**TASK DETAILS**
Scan the entries and copy each line where the word "Садовая" is present.

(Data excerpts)
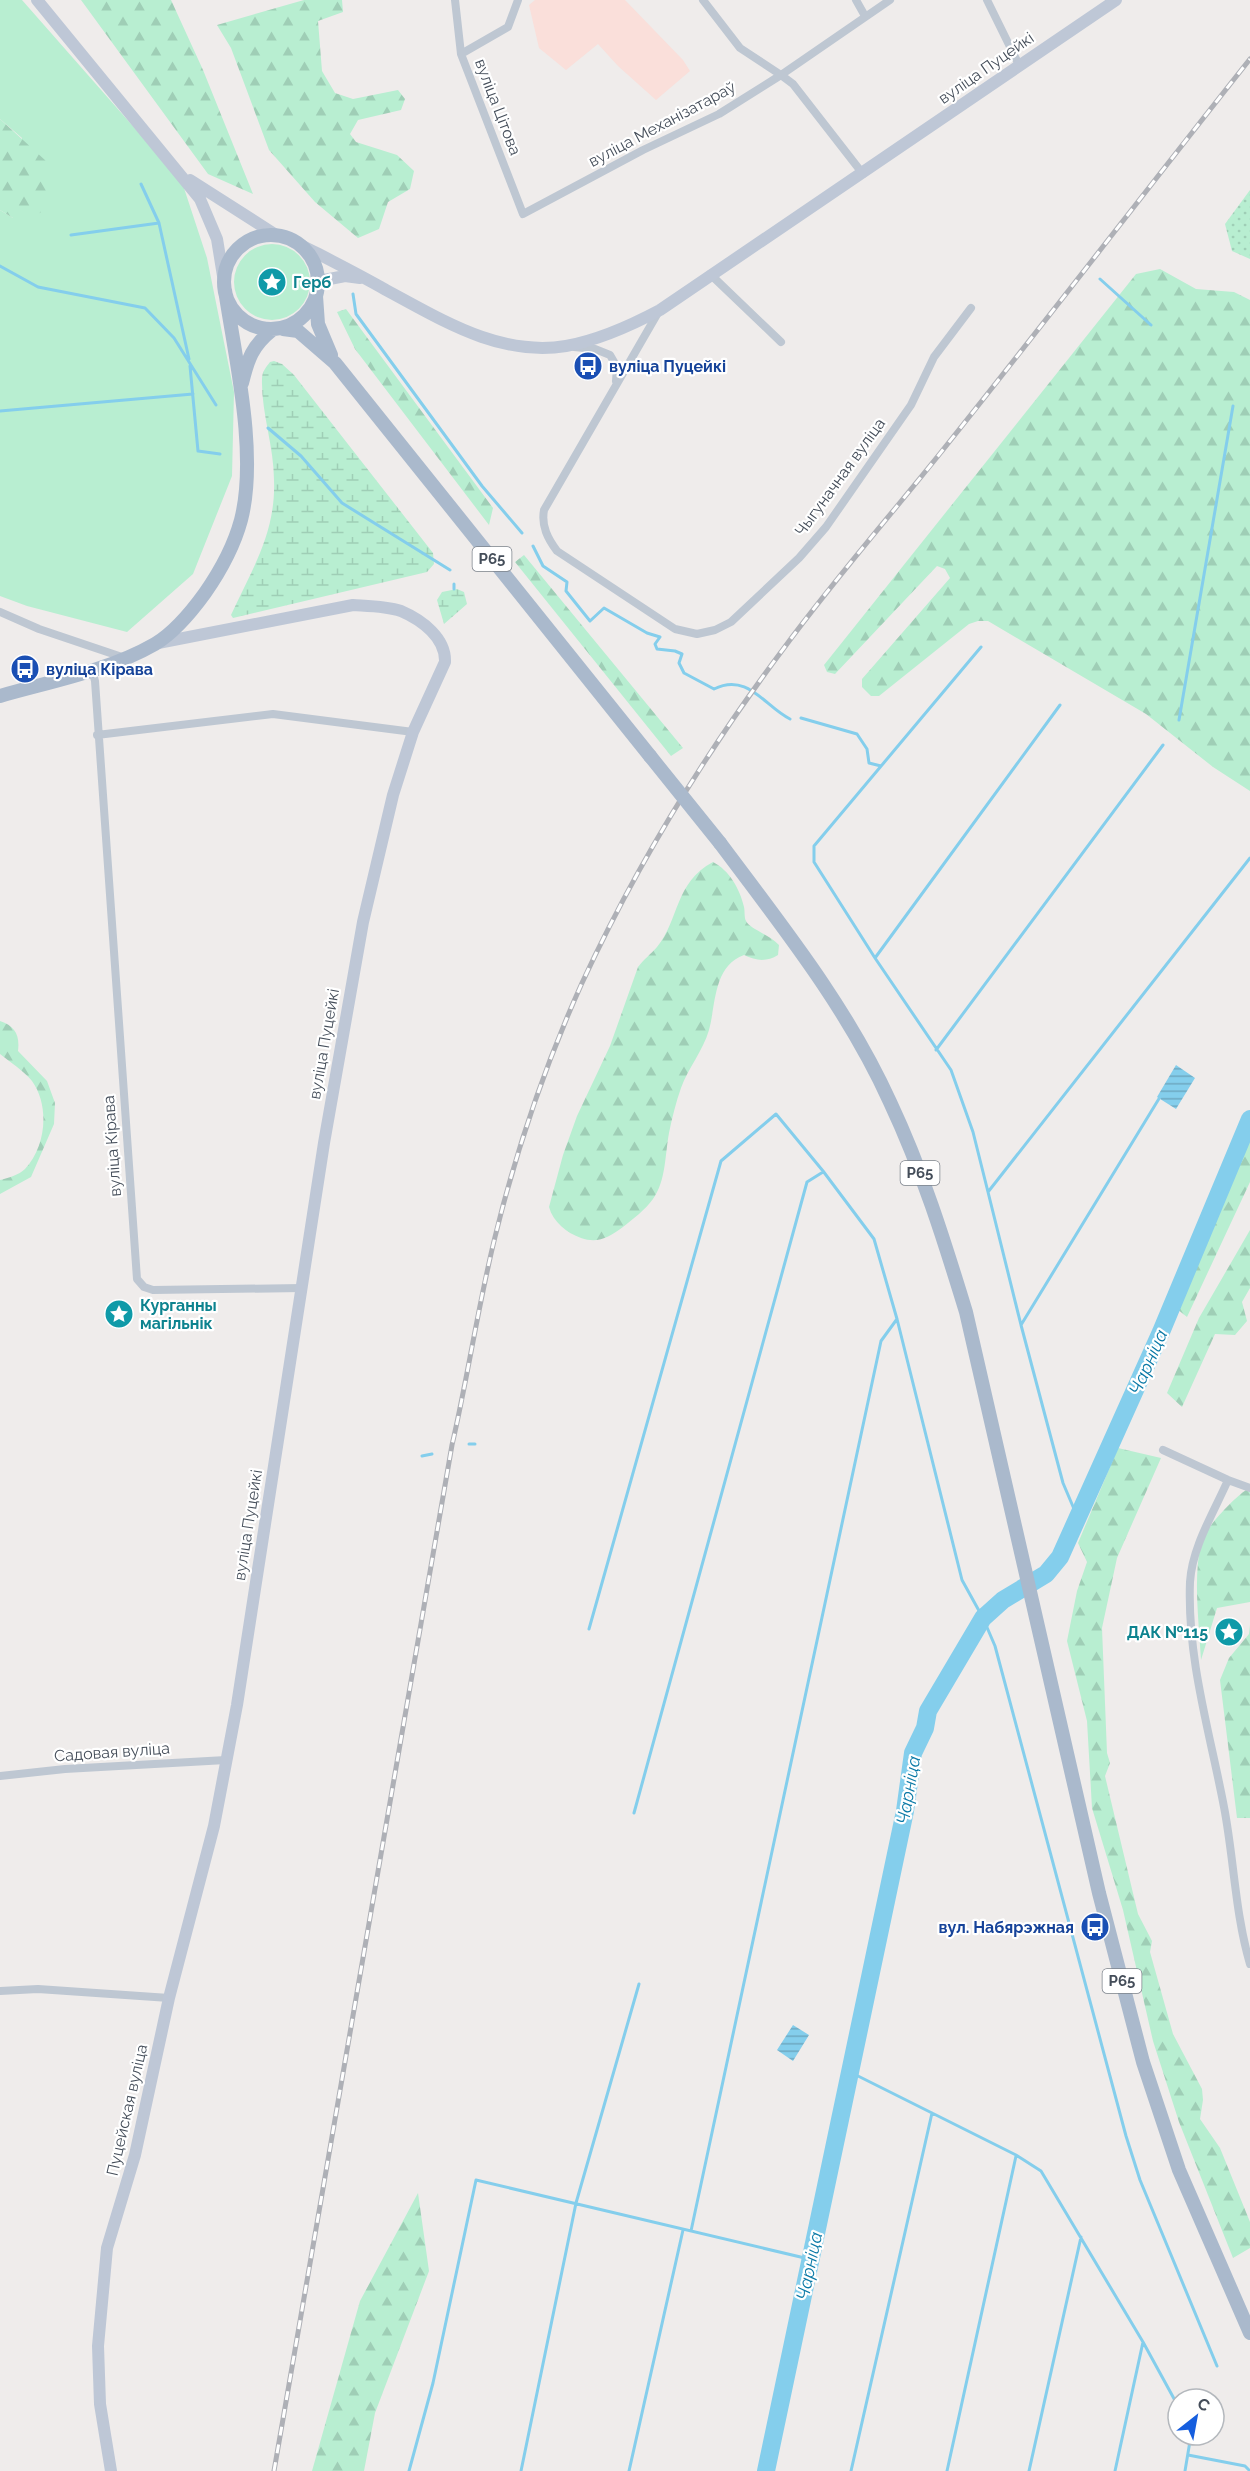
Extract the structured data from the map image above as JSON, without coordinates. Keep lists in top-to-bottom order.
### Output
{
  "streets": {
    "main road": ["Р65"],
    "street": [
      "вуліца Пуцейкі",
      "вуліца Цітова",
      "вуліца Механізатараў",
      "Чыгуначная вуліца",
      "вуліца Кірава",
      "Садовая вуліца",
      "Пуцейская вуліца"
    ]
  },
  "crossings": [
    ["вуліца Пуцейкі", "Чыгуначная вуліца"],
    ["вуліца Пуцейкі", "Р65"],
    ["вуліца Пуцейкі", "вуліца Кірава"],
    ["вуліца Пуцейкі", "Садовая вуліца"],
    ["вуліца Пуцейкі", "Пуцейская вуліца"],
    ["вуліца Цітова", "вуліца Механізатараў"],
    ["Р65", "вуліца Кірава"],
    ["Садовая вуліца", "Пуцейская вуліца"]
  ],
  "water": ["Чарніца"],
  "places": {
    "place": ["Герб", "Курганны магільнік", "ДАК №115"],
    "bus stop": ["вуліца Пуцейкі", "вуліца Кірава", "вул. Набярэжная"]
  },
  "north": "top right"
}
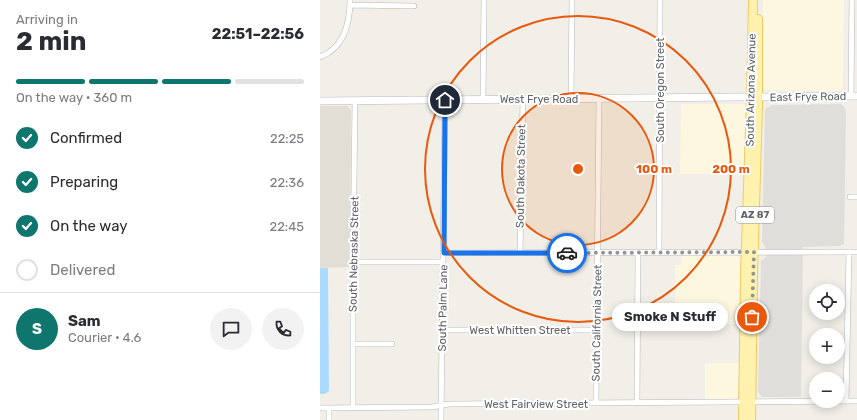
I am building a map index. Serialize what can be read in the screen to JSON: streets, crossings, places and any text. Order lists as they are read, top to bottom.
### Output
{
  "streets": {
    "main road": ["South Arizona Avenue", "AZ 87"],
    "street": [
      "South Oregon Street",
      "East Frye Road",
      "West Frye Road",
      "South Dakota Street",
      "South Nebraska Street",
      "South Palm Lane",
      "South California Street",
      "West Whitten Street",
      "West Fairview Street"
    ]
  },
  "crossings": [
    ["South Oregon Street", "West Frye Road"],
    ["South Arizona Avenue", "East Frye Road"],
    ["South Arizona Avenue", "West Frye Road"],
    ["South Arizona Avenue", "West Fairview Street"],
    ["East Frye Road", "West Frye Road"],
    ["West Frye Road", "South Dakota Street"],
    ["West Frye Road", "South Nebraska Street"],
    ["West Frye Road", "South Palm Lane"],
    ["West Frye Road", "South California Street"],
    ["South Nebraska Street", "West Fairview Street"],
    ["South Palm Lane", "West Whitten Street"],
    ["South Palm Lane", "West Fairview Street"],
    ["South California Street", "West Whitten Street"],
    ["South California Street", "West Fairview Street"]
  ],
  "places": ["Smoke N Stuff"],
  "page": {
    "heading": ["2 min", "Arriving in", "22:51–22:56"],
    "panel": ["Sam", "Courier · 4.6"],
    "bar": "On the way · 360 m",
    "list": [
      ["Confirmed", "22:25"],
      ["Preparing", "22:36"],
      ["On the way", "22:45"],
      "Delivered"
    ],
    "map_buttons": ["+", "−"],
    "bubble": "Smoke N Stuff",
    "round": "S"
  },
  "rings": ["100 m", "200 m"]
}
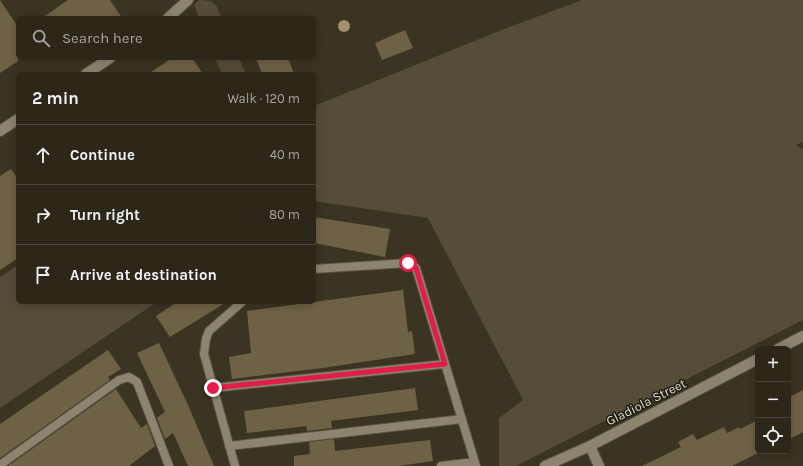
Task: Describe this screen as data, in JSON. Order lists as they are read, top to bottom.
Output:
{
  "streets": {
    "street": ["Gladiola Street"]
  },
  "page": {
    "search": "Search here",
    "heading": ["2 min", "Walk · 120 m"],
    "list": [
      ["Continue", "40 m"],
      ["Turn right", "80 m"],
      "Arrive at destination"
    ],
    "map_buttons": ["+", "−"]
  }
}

**ANSWER SPACE**
      "Садовая вуліца",
    ["вуліца Пуцейкі", "Садовая вуліца"],
    ["Садовая вуліца", "Пуцейская вуліца"]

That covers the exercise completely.